Since 2006, Menntaskólinn í Kópavogi (MK) has been offering a course in Office Skills for students over the age of 20 who don’t speak fluent Icelandic.
The course consists of subjects in Book-keeping, Computer Studies and Icelandic taught in the first two semesters, and Book-keeping, Marketing, Business English, Culture and History of Iceland, Commercial Law, Maths and Icelandic in the final two.
The course is primarily taught in Icelandic so a basic knowledge of the language is necessary. “We try to teach as much as possible in Icelandic – basic Icelandic – and support this with English or which ever language we can,” Inga Karlsdóttir the program’s director says.
Karlsdóttir, who is also an Icelandic teacher of many years, first got the idea to hold a course in Office Skills about 20 years ago. “We started the course around 16 years ago but later realised that it would be good to also have a course for foreigners,” Karlsdóttir explains. According to Karlsdóttir, since its inception in 2006 the course for foreigners has seen increasing enrolments.
The business units of the course are identical to those taught to fluent Icelandic speaking students, but because more time is spent on improving students’ language skills, it takes students four semesters, rather than two, to complete the entire course. Students have the option, though, of simply completing two semesters and receiving a diploma, rather than graduating with the full qualification.
The course aims to give students some experience in the Icelandic education system and, more importantly, an Icelandic qualification. “Some foreigners have a lot of knowledge and education but looking for a job doesn’t always go so well ― sometimes it’s the language, other times it’s the education. They may have degrees from foreign countries but that doesn’t necessarily mean that they are accepted here and it takes a while for them to be translated. So, I thought ‘why not have them come into the Icelandic school system so they can say they have both experience in the Icelandic system as well as their degrees from abroad,’” Karlsdóttir says. And for one student this resulted in direct employment. “One company rang the school and specifically asked to hire someone who had completed the course,” Karlsdóttir says.
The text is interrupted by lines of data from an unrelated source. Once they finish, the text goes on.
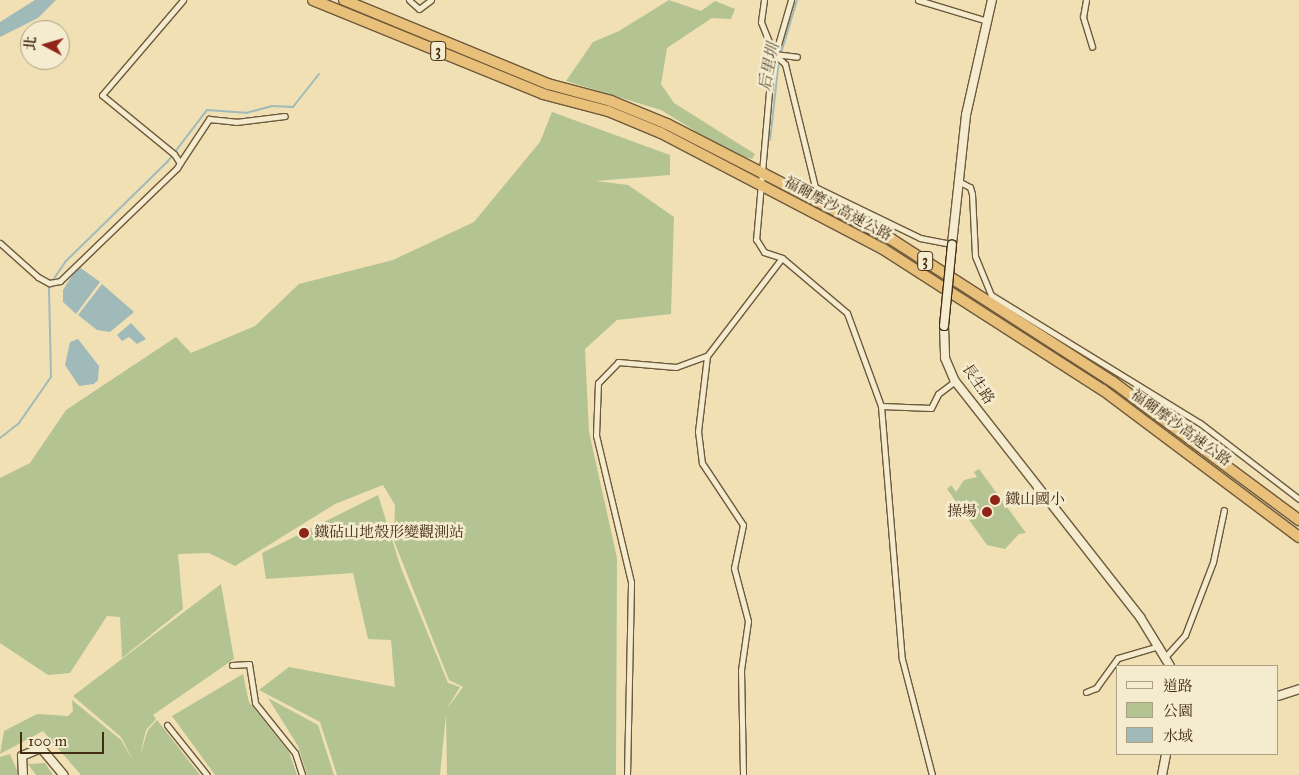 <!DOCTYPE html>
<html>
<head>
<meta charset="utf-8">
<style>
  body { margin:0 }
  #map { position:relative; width:1299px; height:775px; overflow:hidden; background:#f0e0b4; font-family:"IM FELL Great Primer","Noto Serif TC",serif }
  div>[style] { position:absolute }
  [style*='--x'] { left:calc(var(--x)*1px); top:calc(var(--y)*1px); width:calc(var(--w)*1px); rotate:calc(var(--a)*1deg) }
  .green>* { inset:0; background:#b4c392 }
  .water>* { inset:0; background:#a0bab9 }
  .stream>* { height:2px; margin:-1px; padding:0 1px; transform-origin:1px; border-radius:1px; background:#a0bab9 }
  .roads { filter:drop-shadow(1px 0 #6e593c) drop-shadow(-1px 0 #6e593c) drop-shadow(0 1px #6e593c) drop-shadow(0 -1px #6e593c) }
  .street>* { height:5px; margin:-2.5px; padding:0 2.5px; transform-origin:2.5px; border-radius:2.5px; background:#f5ebce }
  .secondary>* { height:8px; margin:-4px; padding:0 4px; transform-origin:4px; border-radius:4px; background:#f5ebce }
  .highway>* { height:10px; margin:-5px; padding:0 5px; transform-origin:5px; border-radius:5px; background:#e8c07a }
  .bridges { filter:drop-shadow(1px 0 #432c14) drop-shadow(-1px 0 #432c14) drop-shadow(0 1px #432c14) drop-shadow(0 -1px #432c14) }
  .secondary-bridge>* { height:8px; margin:-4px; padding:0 4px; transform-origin:4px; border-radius:4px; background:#f5ebce }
  .dots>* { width:14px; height:14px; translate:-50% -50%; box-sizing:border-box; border:2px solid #f5ebce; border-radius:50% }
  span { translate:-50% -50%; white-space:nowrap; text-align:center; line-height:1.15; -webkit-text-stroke:5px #f5ebce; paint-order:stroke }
  .shield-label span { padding:1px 4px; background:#f5ebce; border:1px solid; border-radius:4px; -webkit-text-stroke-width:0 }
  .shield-label { font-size:14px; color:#432c14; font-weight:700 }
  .street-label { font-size:15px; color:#432c14 }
  .poi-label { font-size:15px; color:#432c14 }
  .left { translate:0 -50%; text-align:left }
  .right { translate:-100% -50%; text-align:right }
  .water-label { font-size:16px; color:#5a503d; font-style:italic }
  .legend { position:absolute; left:1116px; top:665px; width:162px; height:90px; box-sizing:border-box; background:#f5ebce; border:1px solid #ae9f84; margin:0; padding:6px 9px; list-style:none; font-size:15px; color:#432c14 }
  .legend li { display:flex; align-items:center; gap:10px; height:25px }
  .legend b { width:25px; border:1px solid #ae9f84 }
  .north { position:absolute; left:20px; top:20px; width:50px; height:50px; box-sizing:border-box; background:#f5ebce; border:1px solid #ae9f84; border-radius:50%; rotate:276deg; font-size:14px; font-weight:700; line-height:20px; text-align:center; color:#432c14 }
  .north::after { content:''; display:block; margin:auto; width:18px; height:22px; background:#8f2418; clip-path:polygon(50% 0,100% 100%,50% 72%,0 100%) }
  .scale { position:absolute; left:20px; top:732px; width:84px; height:22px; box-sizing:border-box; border:2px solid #432c14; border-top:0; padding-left:6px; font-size:15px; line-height:18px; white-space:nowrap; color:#432c14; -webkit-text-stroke:4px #f5ebce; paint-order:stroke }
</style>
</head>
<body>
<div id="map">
  <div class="green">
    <div style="clip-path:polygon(669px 0,701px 11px,715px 1px,735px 9px,731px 19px,712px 18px,667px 48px,661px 84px,674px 103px,755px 154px,752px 159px,729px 152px,661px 110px,566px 81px,593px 42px,619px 31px)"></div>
    <div style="clip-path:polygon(552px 112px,670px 155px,670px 175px,596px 181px,628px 185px,674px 217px,671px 314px,617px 320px,585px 349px,589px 432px,617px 558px,616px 775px,447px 775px,446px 715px,440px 775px,337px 775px,320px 722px,259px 690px,289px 667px,395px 687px,391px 640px,368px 639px,353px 573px,266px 579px,262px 553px,378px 495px,401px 568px,448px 683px,460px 687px,446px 710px,463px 687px,449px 680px,394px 541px,395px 505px,383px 485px,335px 504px,235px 566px,209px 553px,178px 554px,183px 609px,122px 658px,120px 617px,107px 616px,70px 673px,48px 675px,0 643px,0 478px,30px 463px,66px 410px,176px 337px,191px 353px,255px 326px,299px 284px,393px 260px,474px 222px,540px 142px)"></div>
    <div style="clip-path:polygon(979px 469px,1026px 533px,1019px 534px,1005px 549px,987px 545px,947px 489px,951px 485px,956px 492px,964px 480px,977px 477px,974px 472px)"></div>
    <div style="clip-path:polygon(221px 584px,234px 659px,153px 715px,156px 719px,146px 730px,140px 755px,148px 730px,157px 720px,200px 775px,81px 775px,43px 731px,0 754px,4px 731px,37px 714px,68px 716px,73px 711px,72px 700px,121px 740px,134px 762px,121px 737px,73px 696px)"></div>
    <div style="clip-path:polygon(243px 674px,249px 702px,289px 752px,297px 775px,215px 775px,172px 716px)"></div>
    <div style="clip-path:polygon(268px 698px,318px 725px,334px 775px,307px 775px,298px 746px)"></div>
    <div style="clip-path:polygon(10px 754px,19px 775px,0 775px,0 757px)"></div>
    <div style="clip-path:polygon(45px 763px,53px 775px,36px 775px,28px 764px)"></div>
  </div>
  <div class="water">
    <div style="clip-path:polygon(35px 0,56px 0,38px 18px,0 37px,0 22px)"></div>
    <div style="clip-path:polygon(78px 266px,100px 282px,76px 314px,63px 302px,63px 290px)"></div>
    <div style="clip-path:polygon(102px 284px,134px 312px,110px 332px,97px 330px,78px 315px)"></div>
    <div style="clip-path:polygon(131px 323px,146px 339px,137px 344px,129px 337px,122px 341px,117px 335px)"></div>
    <div style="clip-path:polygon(78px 339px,99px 366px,98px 380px,94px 384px,79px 386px,65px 365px,70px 342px)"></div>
  </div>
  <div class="stream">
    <div style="--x:781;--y:53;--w:55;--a:-73.2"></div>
    <div style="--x:770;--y:140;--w:81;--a:-83.6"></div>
    <div style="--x:0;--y:438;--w:24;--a:-38"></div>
    <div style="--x:19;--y:423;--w:56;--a:-55.2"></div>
    <div style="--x:51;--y:377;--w:91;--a:-91.3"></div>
    <div style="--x:49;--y:286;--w:29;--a:-56"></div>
    <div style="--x:65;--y:262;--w:144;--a:-44.4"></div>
    <div style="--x:168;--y:161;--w:64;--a:-52.6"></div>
    <div style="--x:207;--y:110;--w:39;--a:4"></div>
    <div style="--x:246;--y:113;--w:27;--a:-15"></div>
    <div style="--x:272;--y:106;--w:21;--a:3"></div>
    <div style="--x:293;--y:107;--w:42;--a:-51.8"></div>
  </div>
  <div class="roads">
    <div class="street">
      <div style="--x:409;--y:0;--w:13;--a:42"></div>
      <div style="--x:419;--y:9;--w:15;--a:-37"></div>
      <div style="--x:764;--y:0;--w:22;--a:98"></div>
      <div style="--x:761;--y:22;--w:35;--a:68"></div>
      <div style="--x:774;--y:54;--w:15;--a:42"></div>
      <div style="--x:785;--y:64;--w:127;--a:76.3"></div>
      <div style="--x:815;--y:187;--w:117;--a:25.9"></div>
      <div style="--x:920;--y:238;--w:33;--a:11"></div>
      <div style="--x:791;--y:0;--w:72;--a:106.2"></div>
      <div style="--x:771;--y:69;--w:171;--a:95"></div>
      <div style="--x:756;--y:239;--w:15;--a:58"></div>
      <div style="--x:764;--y:252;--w:19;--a:18"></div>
      <div style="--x:782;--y:258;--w:85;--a:40.2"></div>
      <div style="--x:847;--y:313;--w:99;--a:69.9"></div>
      <div style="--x:881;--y:406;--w:254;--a:85.3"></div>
      <div style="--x:902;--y:659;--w:120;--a:75.5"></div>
      <div style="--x:918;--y:0;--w:72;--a:16.9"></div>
      <div style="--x:1086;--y:0;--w:17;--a:100"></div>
      <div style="--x:1083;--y:17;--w:31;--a:73"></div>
      <div style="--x:774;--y:54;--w:23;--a:7"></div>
      <div style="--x:180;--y:163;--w:53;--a:-56.6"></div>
      <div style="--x:209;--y:119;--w:27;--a:6"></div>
      <div style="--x:236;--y:122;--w:49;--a:-7"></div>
      <div style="--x:958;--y:181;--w:13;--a:27"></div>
      <div style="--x:970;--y:187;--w:7;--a:74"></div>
      <div style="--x:972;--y:194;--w:62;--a:87.2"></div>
      <div style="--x:975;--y:256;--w:42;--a:67.7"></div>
      <div style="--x:991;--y:295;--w:245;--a:31.5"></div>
      <div style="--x:1200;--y:423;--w:125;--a:37.5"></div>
      <div style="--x:0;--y:243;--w:51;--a:41.8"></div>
      <div style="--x:38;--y:277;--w:13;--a:29"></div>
      <div style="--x:49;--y:283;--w:11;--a:-10"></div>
      <div style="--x:60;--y:281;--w:163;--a:-44"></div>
      <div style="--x:177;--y:168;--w:6;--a:-59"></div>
      <div style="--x:180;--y:163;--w:11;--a:-124"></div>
      <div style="--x:174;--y:154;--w:93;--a:-140.7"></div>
      <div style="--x:102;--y:95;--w:125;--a:-49.5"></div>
      <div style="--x:707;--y:356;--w:76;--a:96.8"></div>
      <div style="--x:698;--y:431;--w:32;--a:83"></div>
      <div style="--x:702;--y:463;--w:74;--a:56.5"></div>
      <div style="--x:743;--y:525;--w:44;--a:101.8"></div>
      <div style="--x:734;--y:568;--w:55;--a:75.2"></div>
      <div style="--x:748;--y:621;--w:49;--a:98.1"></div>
      <div style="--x:741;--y:670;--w:105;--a:88.9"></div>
      <div style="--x:881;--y:406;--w:50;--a:2.3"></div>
      <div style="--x:931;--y:408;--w:16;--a:-63"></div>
      <div style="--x:938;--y:394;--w:21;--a:-37"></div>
      <div style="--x:1167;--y:655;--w:27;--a:-48"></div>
      <div style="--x:1185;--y:635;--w:78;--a:-69"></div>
      <div style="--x:1213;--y:562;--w:53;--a:-78.1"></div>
      <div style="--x:232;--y:665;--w:17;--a:-3"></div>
      <div style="--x:249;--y:664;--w:39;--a:81"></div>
      <div style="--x:255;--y:703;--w:64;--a:51.3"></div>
      <div style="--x:295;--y:753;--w:23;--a:72"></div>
      <div style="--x:1086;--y:692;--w:11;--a:-22"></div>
      <div style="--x:1096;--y:688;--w:37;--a:-54"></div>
      <div style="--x:1118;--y:658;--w:43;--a:-16.3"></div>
      <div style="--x:167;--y:725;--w:64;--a:51.3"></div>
      <div style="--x:627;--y:775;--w:193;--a:-88.8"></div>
      <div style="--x:631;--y:582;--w:151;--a:-103.4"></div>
      <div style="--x:596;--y:435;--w:52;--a:-87.8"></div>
      <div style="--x:598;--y:383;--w:29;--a:-46"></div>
      <div style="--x:618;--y:362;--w:58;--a:4.9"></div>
      <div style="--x:676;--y:367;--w:33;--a:-20"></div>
      <div style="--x:707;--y:356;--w:123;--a:-52.6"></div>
    </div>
    <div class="secondary">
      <div style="--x:952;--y:244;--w:130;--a:-83.8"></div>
      <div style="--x:966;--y:115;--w:118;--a:-77.3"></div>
      <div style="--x:944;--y:326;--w:32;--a:88"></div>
      <div style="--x:945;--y:358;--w:25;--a:67"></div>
      <div style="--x:955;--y:381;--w:300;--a:51.9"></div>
      <div style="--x:1140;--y:617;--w:57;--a:58.5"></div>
      <div style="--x:1278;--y:696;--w:22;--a:-18"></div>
      <div style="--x:23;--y:775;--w:19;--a:-93"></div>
      <div style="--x:22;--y:756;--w:21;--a:-23"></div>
      <div style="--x:41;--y:748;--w:35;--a:50"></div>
      <div style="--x:1162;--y:775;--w:21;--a:-79"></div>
    </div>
    <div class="highway">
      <div style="--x:313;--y:0;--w:248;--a:22.2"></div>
      <div style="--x:543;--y:94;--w:67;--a:14.7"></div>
      <div style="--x:608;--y:111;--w:57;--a:22.5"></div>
      <div style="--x:661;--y:133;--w:250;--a:27.6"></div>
      <div style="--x:883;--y:249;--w:261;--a:32.7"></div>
      <div style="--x:1103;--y:390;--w:245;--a:36.9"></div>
      <div style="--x:344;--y:0;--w:221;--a:22.4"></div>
      <div style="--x:548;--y:84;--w:65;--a:15.1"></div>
      <div style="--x:611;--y:101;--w:61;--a:22.3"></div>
      <div style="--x:667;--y:124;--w:252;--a:27.2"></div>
      <div style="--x:891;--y:239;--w:264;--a:32.8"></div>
      <div style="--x:1113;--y:382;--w:232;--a:36.6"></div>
    </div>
  </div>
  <div class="bridges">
    <div class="secondary-bridge">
      <div style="--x:944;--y:326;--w:82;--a:-84.4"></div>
    </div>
  </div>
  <div class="dots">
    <div style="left:995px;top:500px;background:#8f2418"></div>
    <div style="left:987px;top:512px;background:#8f2418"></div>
    <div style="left:304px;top:533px;background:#8f2418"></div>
  </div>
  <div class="shield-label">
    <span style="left:438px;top:51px">3</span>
    <span style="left:925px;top:261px">3</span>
  </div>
  <div class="street-label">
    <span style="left:838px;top:209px;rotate:28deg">福爾摩沙高速公路</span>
    <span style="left:978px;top:384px;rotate:56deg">長生路</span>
    <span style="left:1181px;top:428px;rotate:36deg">福爾摩沙高速公路</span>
  </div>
  <div class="poi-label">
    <span class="left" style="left:1005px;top:500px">鐵山國小</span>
    <span class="right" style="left:977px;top:512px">操場</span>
    <span class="left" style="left:314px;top:533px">鐵砧山地殼形變觀測站</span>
  </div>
  <div class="water-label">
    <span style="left:769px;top:67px;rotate:-79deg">后里圳</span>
  </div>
  <ul class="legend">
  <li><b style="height:6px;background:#f5ebce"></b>道路</li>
  <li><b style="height:14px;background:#b4c392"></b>公園</li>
  <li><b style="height:14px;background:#a0bab9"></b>水域</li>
  </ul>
  <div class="north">北</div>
  <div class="scale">100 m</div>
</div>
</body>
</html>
According to Karlsdóttir, students mainly enrol in the course on their own initiative, but some are sent by their employer. “They [employers] may say ‘I have a lady cleaning whom I know has a good education from home and I’m willing to pay for her to go on this course,’” she says. And this was the case with one woman, who was working as a cleaner, and who has been enrolled by her employer for the next semester. The course runs in the evenings from 17:30 to 20:30 on Mondays, Tuesdays and Wednesdays, allowing students to attend after they have finished work.
Karlsdóttir says that the course is unique in that it offers students a combination of Icelandic and specialist skills without the commitment of university. “We are the only school who does this – there is university and there are language schools but this is something in between,” she explains.